Excerpted records =
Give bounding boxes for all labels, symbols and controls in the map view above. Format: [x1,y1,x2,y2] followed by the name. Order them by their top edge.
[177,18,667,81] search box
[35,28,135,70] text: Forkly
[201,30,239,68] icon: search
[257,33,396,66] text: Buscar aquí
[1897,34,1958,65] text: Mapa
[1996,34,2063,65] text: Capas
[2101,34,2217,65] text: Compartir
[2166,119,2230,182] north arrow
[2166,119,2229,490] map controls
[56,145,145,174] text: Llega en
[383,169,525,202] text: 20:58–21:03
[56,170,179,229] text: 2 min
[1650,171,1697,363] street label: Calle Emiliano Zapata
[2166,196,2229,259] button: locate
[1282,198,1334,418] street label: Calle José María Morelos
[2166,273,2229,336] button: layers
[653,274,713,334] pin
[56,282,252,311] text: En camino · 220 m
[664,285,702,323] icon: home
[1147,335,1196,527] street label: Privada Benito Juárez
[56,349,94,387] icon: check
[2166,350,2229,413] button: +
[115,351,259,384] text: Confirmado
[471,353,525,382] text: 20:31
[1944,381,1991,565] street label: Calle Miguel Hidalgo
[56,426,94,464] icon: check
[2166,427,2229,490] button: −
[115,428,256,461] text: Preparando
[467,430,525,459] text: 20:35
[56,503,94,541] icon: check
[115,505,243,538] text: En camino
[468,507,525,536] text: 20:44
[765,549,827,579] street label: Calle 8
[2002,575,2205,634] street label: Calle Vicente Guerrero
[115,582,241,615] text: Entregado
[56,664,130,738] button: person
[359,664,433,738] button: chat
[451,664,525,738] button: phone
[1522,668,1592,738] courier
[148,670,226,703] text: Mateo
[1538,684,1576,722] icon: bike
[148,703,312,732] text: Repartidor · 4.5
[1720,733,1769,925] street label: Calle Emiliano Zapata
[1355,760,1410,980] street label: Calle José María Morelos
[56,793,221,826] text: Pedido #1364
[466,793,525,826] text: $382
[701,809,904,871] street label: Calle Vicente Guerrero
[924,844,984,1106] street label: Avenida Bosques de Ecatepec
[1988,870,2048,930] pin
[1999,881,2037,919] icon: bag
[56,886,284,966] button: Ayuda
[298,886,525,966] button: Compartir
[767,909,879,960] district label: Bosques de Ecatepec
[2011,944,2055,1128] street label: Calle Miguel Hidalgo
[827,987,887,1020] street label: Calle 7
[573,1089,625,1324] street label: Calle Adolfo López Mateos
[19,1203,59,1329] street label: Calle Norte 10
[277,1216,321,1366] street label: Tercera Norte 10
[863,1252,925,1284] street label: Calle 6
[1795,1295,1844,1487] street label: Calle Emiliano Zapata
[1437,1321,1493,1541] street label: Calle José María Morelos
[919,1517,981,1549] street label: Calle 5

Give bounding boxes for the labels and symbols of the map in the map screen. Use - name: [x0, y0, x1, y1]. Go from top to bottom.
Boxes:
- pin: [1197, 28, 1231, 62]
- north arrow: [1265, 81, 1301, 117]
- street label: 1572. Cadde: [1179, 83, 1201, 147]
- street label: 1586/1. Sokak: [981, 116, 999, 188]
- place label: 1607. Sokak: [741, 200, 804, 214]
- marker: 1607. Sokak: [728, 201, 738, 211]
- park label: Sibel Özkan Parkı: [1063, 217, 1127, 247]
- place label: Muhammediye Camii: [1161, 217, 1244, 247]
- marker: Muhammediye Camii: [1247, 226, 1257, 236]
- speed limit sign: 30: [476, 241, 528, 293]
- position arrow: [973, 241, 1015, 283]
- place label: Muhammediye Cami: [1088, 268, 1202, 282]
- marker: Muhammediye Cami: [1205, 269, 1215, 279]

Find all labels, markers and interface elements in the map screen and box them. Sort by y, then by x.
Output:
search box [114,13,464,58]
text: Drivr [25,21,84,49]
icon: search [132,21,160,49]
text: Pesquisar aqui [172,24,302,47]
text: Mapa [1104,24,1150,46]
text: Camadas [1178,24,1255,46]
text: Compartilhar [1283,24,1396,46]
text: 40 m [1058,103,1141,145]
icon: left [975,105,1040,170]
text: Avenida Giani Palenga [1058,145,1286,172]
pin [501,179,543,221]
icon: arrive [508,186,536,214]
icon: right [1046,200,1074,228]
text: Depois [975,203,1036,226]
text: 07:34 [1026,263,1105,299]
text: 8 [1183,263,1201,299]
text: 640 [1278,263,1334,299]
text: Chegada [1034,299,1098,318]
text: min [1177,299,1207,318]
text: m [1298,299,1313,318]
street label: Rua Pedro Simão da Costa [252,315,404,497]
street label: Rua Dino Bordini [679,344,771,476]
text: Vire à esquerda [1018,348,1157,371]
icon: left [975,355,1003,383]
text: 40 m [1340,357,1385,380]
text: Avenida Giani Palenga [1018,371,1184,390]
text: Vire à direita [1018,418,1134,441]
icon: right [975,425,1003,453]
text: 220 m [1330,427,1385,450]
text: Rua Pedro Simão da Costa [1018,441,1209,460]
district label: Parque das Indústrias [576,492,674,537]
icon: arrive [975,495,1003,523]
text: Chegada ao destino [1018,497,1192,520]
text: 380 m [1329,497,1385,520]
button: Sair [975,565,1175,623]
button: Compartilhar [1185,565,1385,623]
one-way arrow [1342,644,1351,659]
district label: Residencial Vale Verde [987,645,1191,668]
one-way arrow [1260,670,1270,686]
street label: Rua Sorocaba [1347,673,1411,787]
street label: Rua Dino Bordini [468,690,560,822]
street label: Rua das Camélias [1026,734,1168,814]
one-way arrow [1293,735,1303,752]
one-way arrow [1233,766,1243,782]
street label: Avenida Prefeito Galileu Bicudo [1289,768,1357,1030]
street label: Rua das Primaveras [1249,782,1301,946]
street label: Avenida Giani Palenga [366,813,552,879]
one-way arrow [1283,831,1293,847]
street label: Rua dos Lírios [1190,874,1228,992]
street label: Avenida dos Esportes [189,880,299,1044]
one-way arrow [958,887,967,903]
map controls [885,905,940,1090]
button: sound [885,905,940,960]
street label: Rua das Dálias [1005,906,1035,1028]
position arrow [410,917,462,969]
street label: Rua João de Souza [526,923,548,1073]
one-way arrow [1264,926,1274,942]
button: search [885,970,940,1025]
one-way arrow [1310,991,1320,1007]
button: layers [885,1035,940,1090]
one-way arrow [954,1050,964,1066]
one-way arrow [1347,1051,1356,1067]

About this task = What's wanted here is every record, retyped exactly as shown above.

Response to this task =
Give bounding boxes for all labels, symbols and controls in the map view above. Format: [x1,y1,x2,y2] followed by the name. Order them by their top edge.
[177,18,667,81] search box
[35,28,135,70] text: Forkly
[201,30,239,68] icon: search
[257,33,396,66] text: Buscar aquí
[1897,34,1958,65] text: Mapa
[1996,34,2063,65] text: Capas
[2101,34,2217,65] text: Compartir
[2166,119,2230,182] north arrow
[2166,119,2229,490] map controls
[56,145,145,174] text: Llega en
[383,169,525,202] text: 20:58–21:03
[56,170,179,229] text: 2 min
[1650,171,1697,363] street label: Calle Emiliano Zapata
[2166,196,2229,259] button: locate
[1282,198,1334,418] street label: Calle José María Morelos
[2166,273,2229,336] button: layers
[653,274,713,334] pin
[56,282,252,311] text: En camino · 220 m
[664,285,702,323] icon: home
[1147,335,1196,527] street label: Privada Benito Juárez
[56,349,94,387] icon: check
[2166,350,2229,413] button: +
[115,351,259,384] text: Confirmado
[471,353,525,382] text: 20:31
[1944,381,1991,565] street label: Calle Miguel Hidalgo
[56,426,94,464] icon: check
[2166,427,2229,490] button: −
[115,428,256,461] text: Preparando
[467,430,525,459] text: 20:35
[56,503,94,541] icon: check
[115,505,243,538] text: En camino
[468,507,525,536] text: 20:44
[765,549,827,579] street label: Calle 8
[2002,575,2205,634] street label: Calle Vicente Guerrero
[115,582,241,615] text: Entregado
[56,664,130,738] button: person
[359,664,433,738] button: chat
[451,664,525,738] button: phone
[1522,668,1592,738] courier
[148,670,226,703] text: Mateo
[1538,684,1576,722] icon: bike
[148,703,312,732] text: Repartidor · 4.5
[1720,733,1769,925] street label: Calle Emiliano Zapata
[1355,760,1410,980] street label: Calle José María Morelos
[56,793,221,826] text: Pedido #1364
[466,793,525,826] text: $382
[701,809,904,871] street label: Calle Vicente Guerrero
[924,844,984,1106] street label: Avenida Bosques de Ecatepec
[1988,870,2048,930] pin
[1999,881,2037,919] icon: bag
[56,886,284,966] button: Ayuda
[298,886,525,966] button: Compartir
[767,909,879,960] district label: Bosques de Ecatepec
[2011,944,2055,1128] street label: Calle Miguel Hidalgo
[827,987,887,1020] street label: Calle 7
[573,1089,625,1324] street label: Calle Adolfo López Mateos
[19,1203,59,1329] street label: Calle Norte 10
[277,1216,321,1366] street label: Tercera Norte 10
[863,1252,925,1284] street label: Calle 6
[1795,1295,1844,1487] street label: Calle Emiliano Zapata
[1437,1321,1493,1541] street label: Calle José María Morelos
[919,1517,981,1549] street label: Calle 5

Give bounding boxes for the labels and symbols of the map in the map screen. Use - name: [x0, y0, x1, y1]. Go from top to bottom.
Boxes:
- pin: [1197, 28, 1231, 62]
- north arrow: [1265, 81, 1301, 117]
- street label: 1572. Cadde: [1179, 83, 1201, 147]
- street label: 1586/1. Sokak: [981, 116, 999, 188]
- place label: 1607. Sokak: [741, 200, 804, 214]
- marker: 1607. Sokak: [728, 201, 738, 211]
- park label: Sibel Özkan Parkı: [1063, 217, 1127, 247]
- place label: Muhammediye Camii: [1161, 217, 1244, 247]
- marker: Muhammediye Camii: [1247, 226, 1257, 236]
- speed limit sign: 30: [476, 241, 528, 293]
- position arrow: [973, 241, 1015, 283]
- place label: Muhammediye Cami: [1088, 268, 1202, 282]
- marker: Muhammediye Cami: [1205, 269, 1215, 279]

Find all labels, markers and interface elements in the map screen and box them. Sort by y, then by x.
Output:
search box [114,13,464,58]
text: Drivr [25,21,84,49]
icon: search [132,21,160,49]
text: Pesquisar aqui [172,24,302,47]
text: Mapa [1104,24,1150,46]
text: Camadas [1178,24,1255,46]
text: Compartilhar [1283,24,1396,46]
text: 40 m [1058,103,1141,145]
icon: left [975,105,1040,170]
text: Avenida Giani Palenga [1058,145,1286,172]
pin [501,179,543,221]
icon: arrive [508,186,536,214]
icon: right [1046,200,1074,228]
text: Depois [975,203,1036,226]
text: 07:34 [1026,263,1105,299]
text: 8 [1183,263,1201,299]
text: 640 [1278,263,1334,299]
text: Chegada [1034,299,1098,318]
text: min [1177,299,1207,318]
text: m [1298,299,1313,318]
street label: Rua Pedro Simão da Costa [252,315,404,497]
street label: Rua Dino Bordini [679,344,771,476]
text: Vire à esquerda [1018,348,1157,371]
icon: left [975,355,1003,383]
text: 40 m [1340,357,1385,380]
text: Avenida Giani Palenga [1018,371,1184,390]
text: Vire à direita [1018,418,1134,441]
icon: right [975,425,1003,453]
text: 220 m [1330,427,1385,450]
text: Rua Pedro Simão da Costa [1018,441,1209,460]
district label: Parque das Indústrias [576,492,674,537]
icon: arrive [975,495,1003,523]
text: Chegada ao destino [1018,497,1192,520]
text: 380 m [1329,497,1385,520]
button: Sair [975,565,1175,623]
button: Compartilhar [1185,565,1385,623]
one-way arrow [1342,644,1351,659]
district label: Residencial Vale Verde [987,645,1191,668]
one-way arrow [1260,670,1270,686]
street label: Rua Sorocaba [1347,673,1411,787]
street label: Rua Dino Bordini [468,690,560,822]
street label: Rua das Camélias [1026,734,1168,814]
one-way arrow [1293,735,1303,752]
one-way arrow [1233,766,1243,782]
street label: Avenida Prefeito Galileu Bicudo [1289,768,1357,1030]
street label: Rua das Primaveras [1249,782,1301,946]
street label: Avenida Giani Palenga [366,813,552,879]
one-way arrow [1283,831,1293,847]
street label: Rua dos Lírios [1190,874,1228,992]
street label: Avenida dos Esportes [189,880,299,1044]
one-way arrow [958,887,967,903]
map controls [885,905,940,1090]
button: sound [885,905,940,960]
street label: Rua das Dálias [1005,906,1035,1028]
position arrow [410,917,462,969]
street label: Rua João de Souza [526,923,548,1073]
one-way arrow [1264,926,1274,942]
button: search [885,970,940,1025]
one-way arrow [1310,991,1320,1007]
button: layers [885,1035,940,1090]
one-way arrow [954,1050,964,1066]
one-way arrow [1347,1051,1356,1067]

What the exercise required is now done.